El japonés secreto.
September 11th, 2007 by fairfaxTenía un amigo que era uno de esos chicos fascinados por esos dibujos japoneses de chicas de ojos grandes y tipos súper fuertes. Desde que lo conocí, cuando teníamos diez años, siempre estuvo esa afición en él. Con el paso de los años su interés se fue haciendo más extenso así como más selectivo, al punto que con todo derecho me tachaba de ignorante cuando yo hablaba, generalizando, sobre estos dibujos animados conocidos como animes.
Pero no solo se sentía fascinado por las caricaturas, había en él una suerte de encanto que hacía que mirara con suma curiosidad la cultura japonesa en general. Realmente, aún cuando no tenía ni una gota de sangre japonesa en sus venas ni en su árbol genealógico, resultaba una gran enciclopedia de datos y conocimientos de esa cultura.
Decididamente su amor por esta cultura era grande, a veces bromeaba con él a expensas de esta fascinación. En el colegio la gente solía tratarlo como a un nerd o fanático obsesionado por los dibujitos. A él no le importaba y yo trataba de protegerlo, aunque él mismo no se mostrara interesado.
Yo sabía que su gusto por Japón no era tan cerrado, no era un fan empedernido que pensaba que ese país era la tierra prometida. También tenía conocimientos históricos y era capaz de hacerme una reseña crítica y dura de los acontecimientos contemporáneos de esa sociedad.
En realidad nunca lo consideré alguien raro, pero definitivamente me di cuenta que en cierta forma él sentía que había nacido en el lugar equivocado. Era una situación más allá de la alineación, aún cuando sus padres y amigos pensaban que no era más que un fanático que idealizaba algo que no conocía.

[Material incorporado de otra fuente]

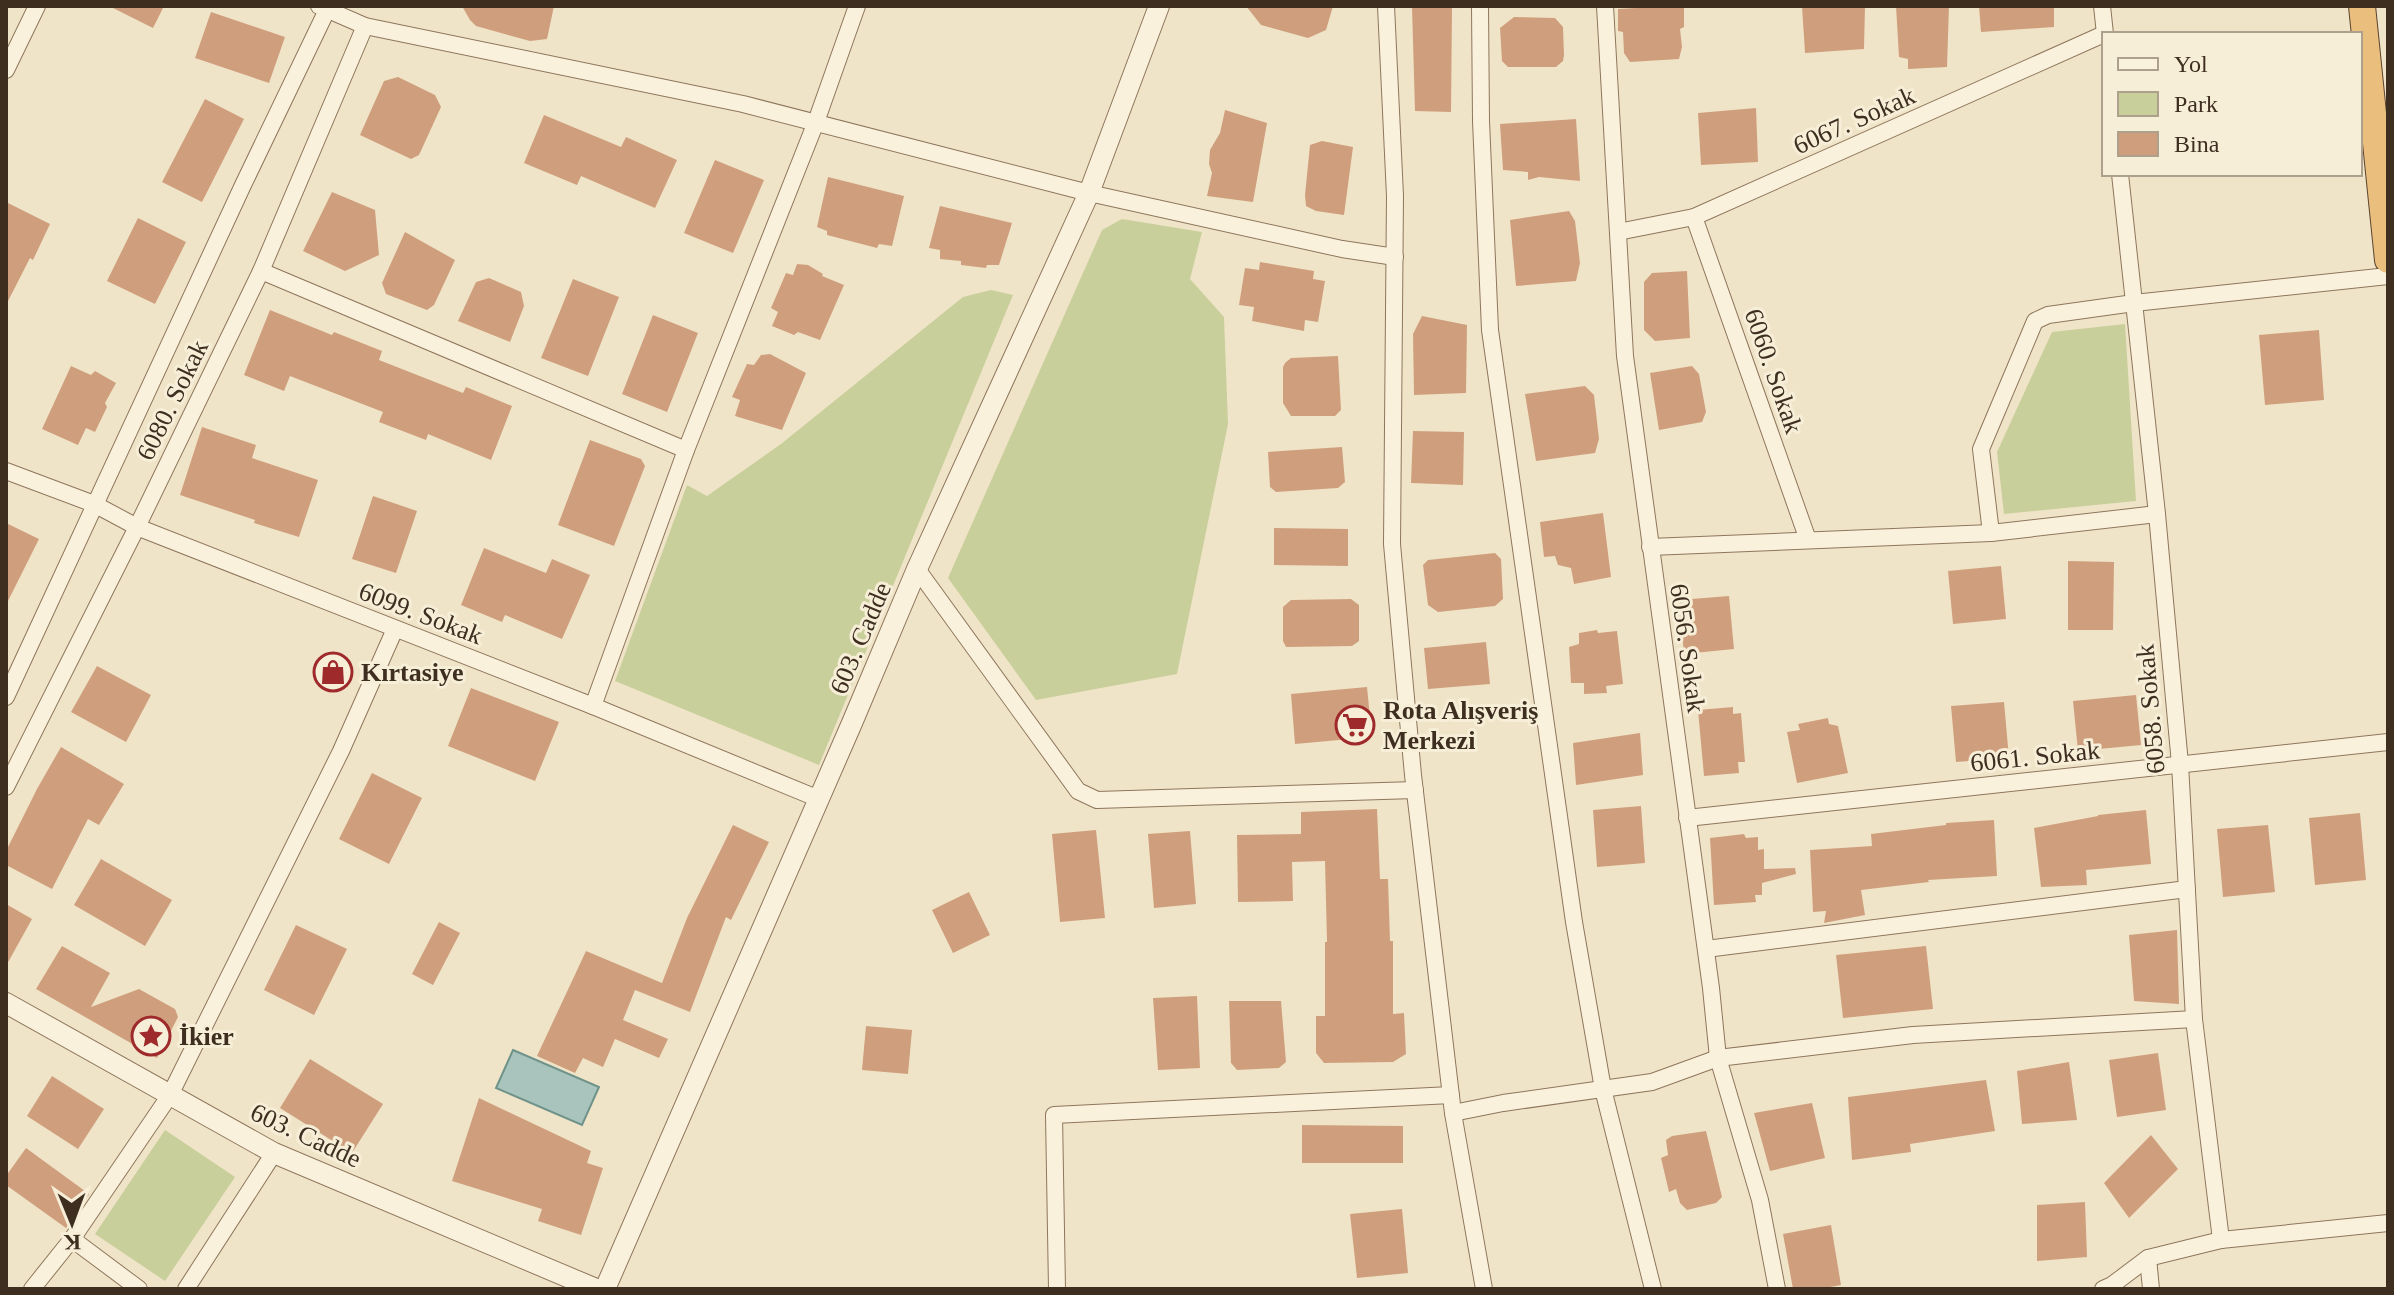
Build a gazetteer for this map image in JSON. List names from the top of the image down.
{
  "streets": {
    "street": [
      "6067. Sokak",
      "6060. Sokak",
      "6080. Sokak",
      "6099. Sokak",
      "603. Cadde",
      "6056. Sokak",
      "6058. Sokak",
      "6061. Sokak"
    ]
  },
  "crossings": [
    ["6067. Sokak", "6060. Sokak"],
    ["6067. Sokak", "6056. Sokak"],
    ["6080. Sokak", "6099. Sokak"],
    ["6099. Sokak", "603. Cadde"],
    ["6056. Sokak", "6061. Sokak"],
    ["6058. Sokak", "6061. Sokak"]
  ],
  "places": {
    "shop": ["Kırtasiye"],
    "supermarket": ["Rota Alışveriş Merkezi"],
    "place": ["İkier"]
  },
  "legend": ["Yol", "Park", "Bina"],
  "north": "bottom"
}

Yo lo sabía porque a veces tenía largas discusiones con él sobre cosas que pasaban en ese país para ver si realmente defendía esas situaciones o era capaz de ejercer un juicio crítico. Él sin duda era alguien dispuesto a aceptar a esa nación como era, con sus cosas buenas y malas, sin idealizarla.

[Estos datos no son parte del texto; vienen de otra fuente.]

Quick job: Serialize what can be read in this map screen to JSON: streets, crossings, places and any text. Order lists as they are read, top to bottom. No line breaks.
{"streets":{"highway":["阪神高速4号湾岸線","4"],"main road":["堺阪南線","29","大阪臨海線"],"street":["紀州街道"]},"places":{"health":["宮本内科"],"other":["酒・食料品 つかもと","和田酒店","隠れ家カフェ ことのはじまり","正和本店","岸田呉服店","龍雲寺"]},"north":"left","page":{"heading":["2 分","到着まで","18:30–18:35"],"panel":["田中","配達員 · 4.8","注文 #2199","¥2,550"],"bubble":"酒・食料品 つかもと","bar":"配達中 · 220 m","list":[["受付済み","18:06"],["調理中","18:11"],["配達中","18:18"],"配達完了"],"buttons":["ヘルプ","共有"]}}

Definitivamente su pasión era algo confuso de entender para cualquiera, hasta para mí. ¿Porqué empeñarse en una cultura que quedaba al otro extremo del continente, del cual solo recogía referencias en libros e internet y cuya lengua apenas y conocía?
Pero él estaba decidido a ir salvando esas barreras y cuando al salir del colegio decidió aprender japonés no me pareció extraño. Sin embargo deambuló de un lado para otro tratando de encontrar una buena escuela que enseñara este idioma. Cuando finalmente la encontró estudió por cerca de un año y medio a un ritmo acelerado.
El japonés no es un idioma fácil y si además no se cuenta con profesores realmente especializados y una escuela seria, aprenderlo puede ser un gran drama. El interés de mi amigo por el idioma lo hizo buscar con pericia una de las mejores escuelas para reanudar su aprendizaje una vez en Japón.
Finalmente al terminar sus estudios acá y tras haber ahorrado rigurosamente partió rumbo a su segunda patria. Hace dos años que no lo veo, únicamente recibo comunicaciones de él. Le va bastante bien, no se ha vuelto una estrella internacional ni un hombre adinerado, simplemente vive contento en un lugar que siempre pensó era su segundo hogar.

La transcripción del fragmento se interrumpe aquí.